◆ **DATA UNDER STUDY**:
○ ○ ○ ○
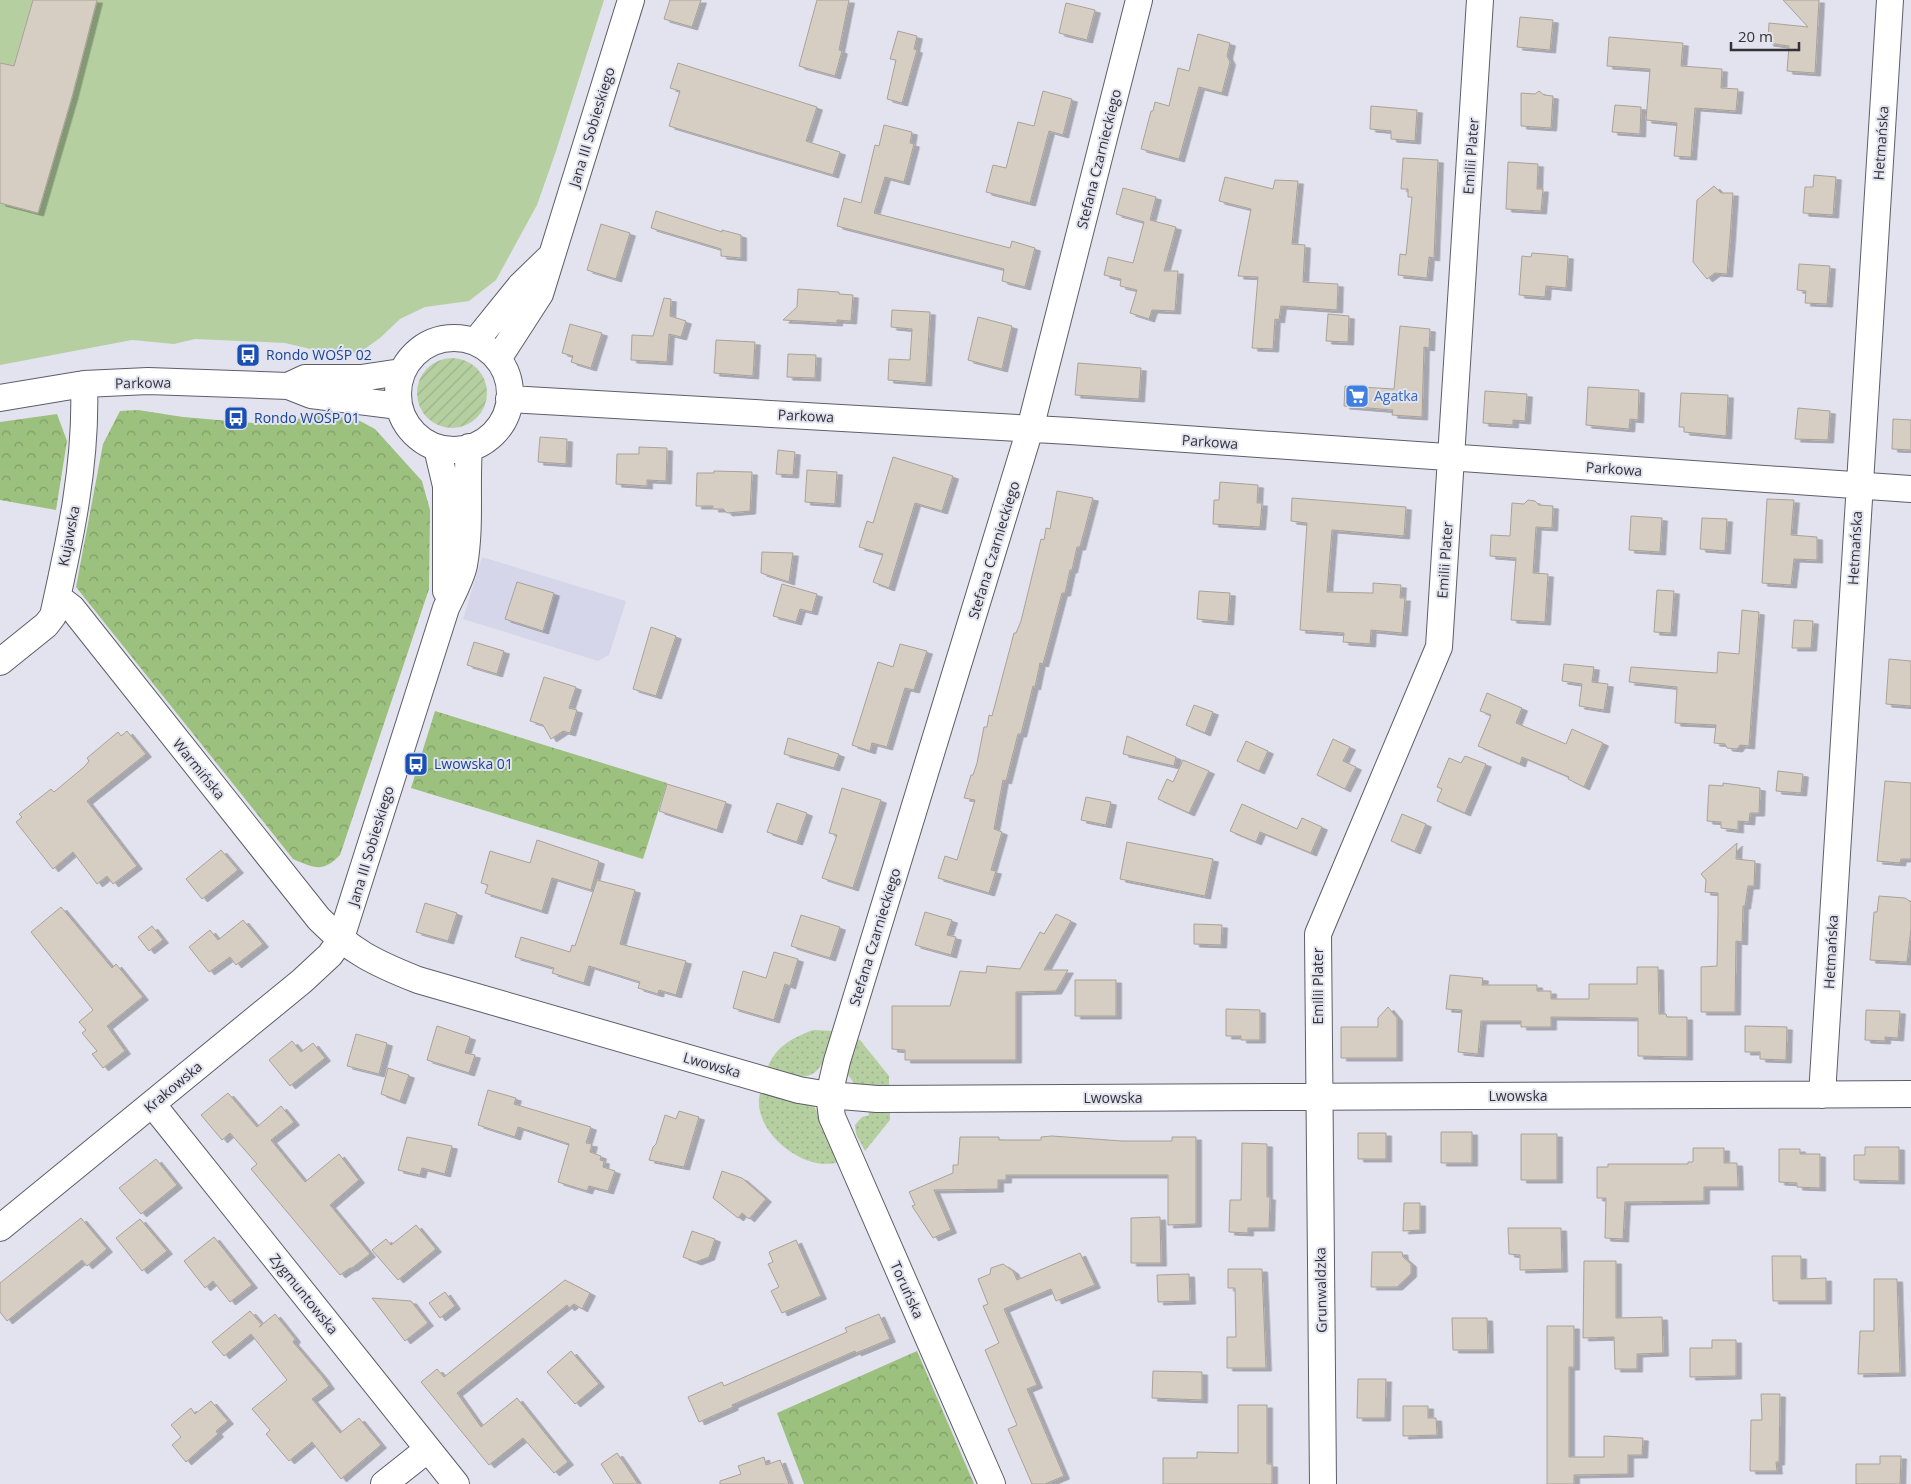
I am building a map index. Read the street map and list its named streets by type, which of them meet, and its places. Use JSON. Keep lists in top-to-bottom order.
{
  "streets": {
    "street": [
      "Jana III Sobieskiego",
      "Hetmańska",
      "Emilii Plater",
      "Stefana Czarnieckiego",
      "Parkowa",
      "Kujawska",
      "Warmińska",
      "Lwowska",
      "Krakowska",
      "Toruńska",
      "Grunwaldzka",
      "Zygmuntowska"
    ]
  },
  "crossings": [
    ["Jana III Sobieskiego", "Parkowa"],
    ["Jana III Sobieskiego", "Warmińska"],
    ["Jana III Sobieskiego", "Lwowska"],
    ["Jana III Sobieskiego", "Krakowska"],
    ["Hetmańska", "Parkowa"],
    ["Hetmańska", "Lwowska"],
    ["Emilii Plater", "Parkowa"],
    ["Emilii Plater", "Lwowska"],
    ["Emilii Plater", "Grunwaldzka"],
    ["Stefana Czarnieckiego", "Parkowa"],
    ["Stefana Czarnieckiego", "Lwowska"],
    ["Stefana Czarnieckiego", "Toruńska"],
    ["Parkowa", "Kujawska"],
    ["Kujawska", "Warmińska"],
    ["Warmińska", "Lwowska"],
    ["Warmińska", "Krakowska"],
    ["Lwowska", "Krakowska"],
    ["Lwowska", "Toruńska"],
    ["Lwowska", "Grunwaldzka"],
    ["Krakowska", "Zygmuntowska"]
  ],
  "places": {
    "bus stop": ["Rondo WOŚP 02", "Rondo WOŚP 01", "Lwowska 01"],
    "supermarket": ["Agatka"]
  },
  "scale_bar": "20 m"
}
○ ○ ○ ○
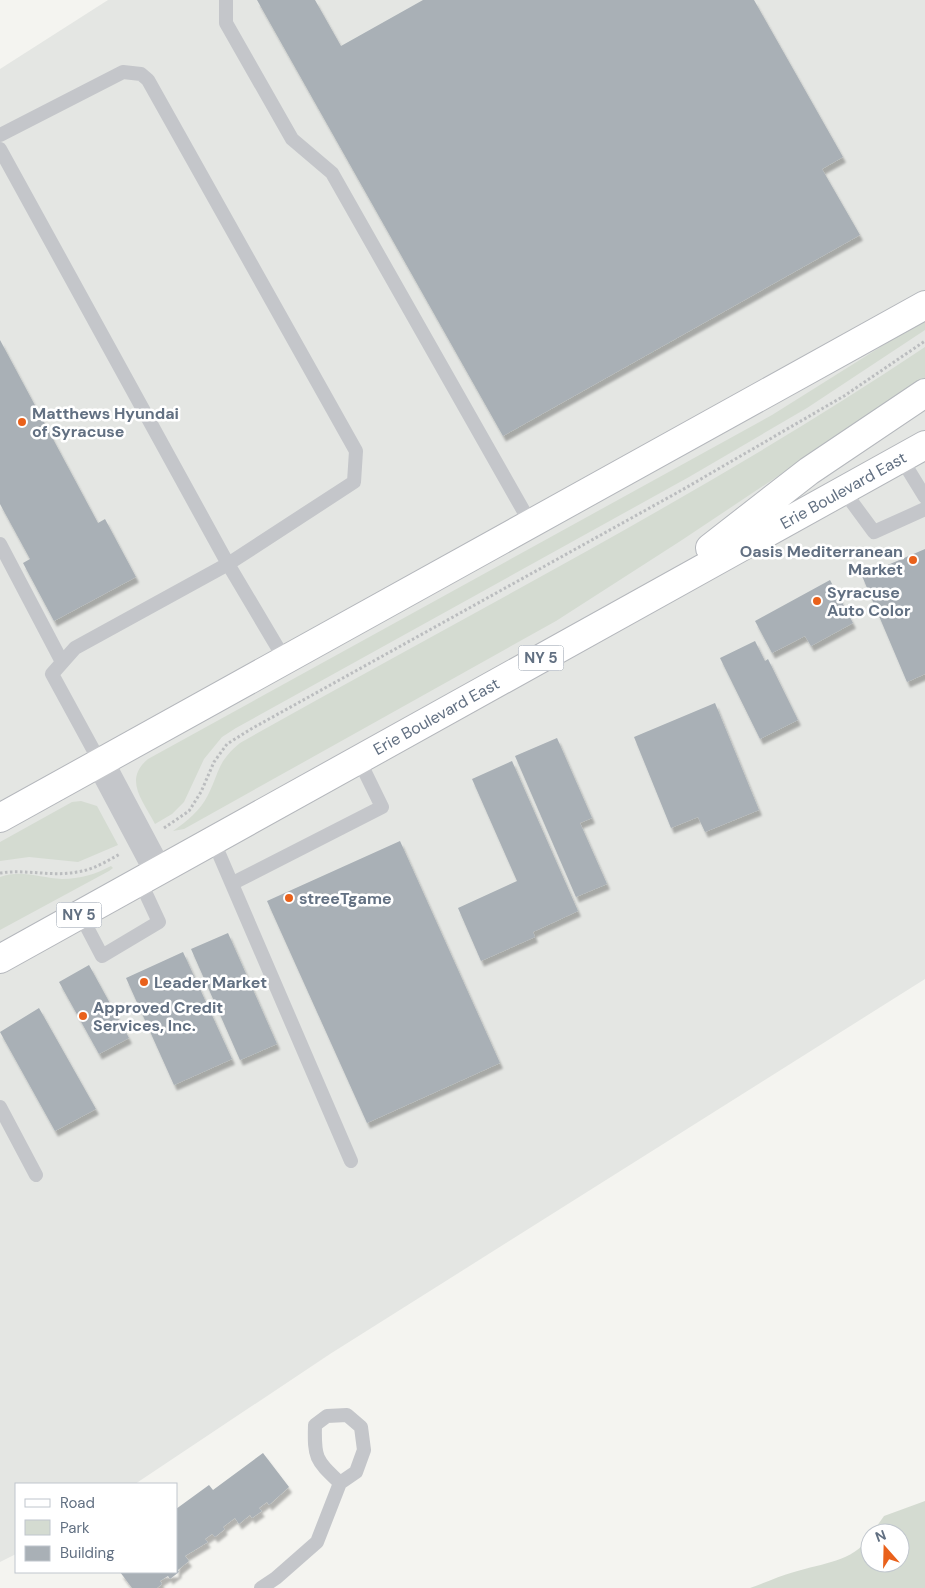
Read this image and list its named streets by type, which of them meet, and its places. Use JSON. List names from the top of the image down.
○ ○ ○ ○
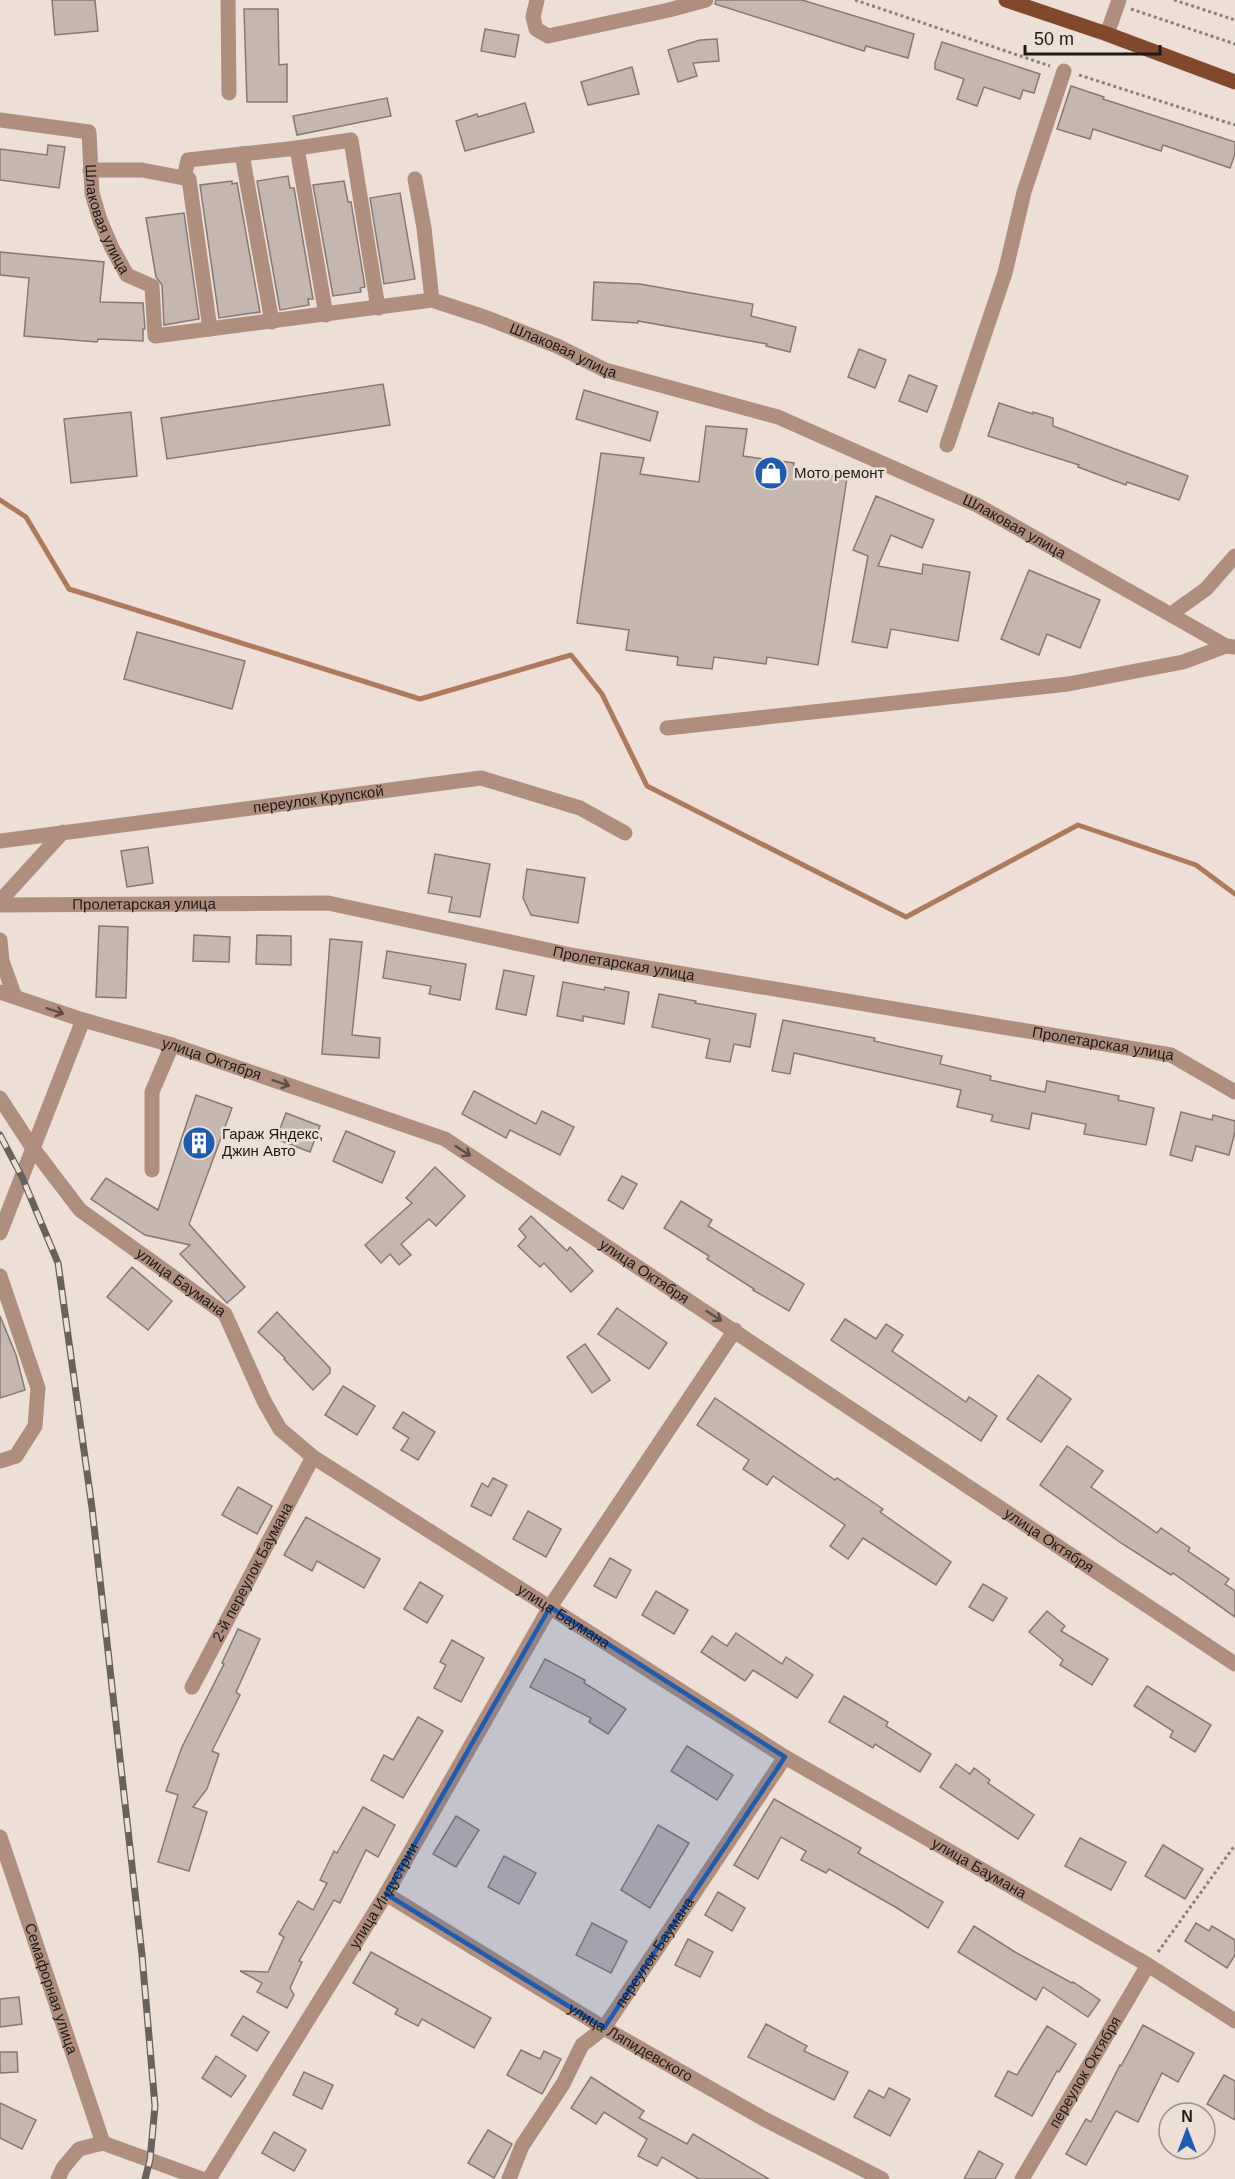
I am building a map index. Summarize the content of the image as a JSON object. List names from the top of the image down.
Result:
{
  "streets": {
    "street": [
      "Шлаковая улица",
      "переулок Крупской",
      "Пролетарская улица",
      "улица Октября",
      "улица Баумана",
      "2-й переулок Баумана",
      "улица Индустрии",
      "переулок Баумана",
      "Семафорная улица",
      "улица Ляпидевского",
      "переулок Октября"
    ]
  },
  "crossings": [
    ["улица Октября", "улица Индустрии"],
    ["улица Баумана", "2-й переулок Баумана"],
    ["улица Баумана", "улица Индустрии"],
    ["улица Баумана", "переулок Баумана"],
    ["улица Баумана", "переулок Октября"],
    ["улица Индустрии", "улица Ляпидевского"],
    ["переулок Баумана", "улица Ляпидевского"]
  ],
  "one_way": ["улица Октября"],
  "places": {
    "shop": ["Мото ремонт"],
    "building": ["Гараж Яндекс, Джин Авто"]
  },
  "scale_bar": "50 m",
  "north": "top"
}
○ ○ ○ ○
◆ **WHAT IS BEING ASKED**:
What lines hold the string "from"? Pick them out of the data.

◆ **WRITTEN ANSWER**:
Read this image and list its named streets by type, which of them meet, and its places. Use JSON. List names from the top of the image down.
I am building a map index. Summarize the content of the image as a JSON object. List names from the top of the image down.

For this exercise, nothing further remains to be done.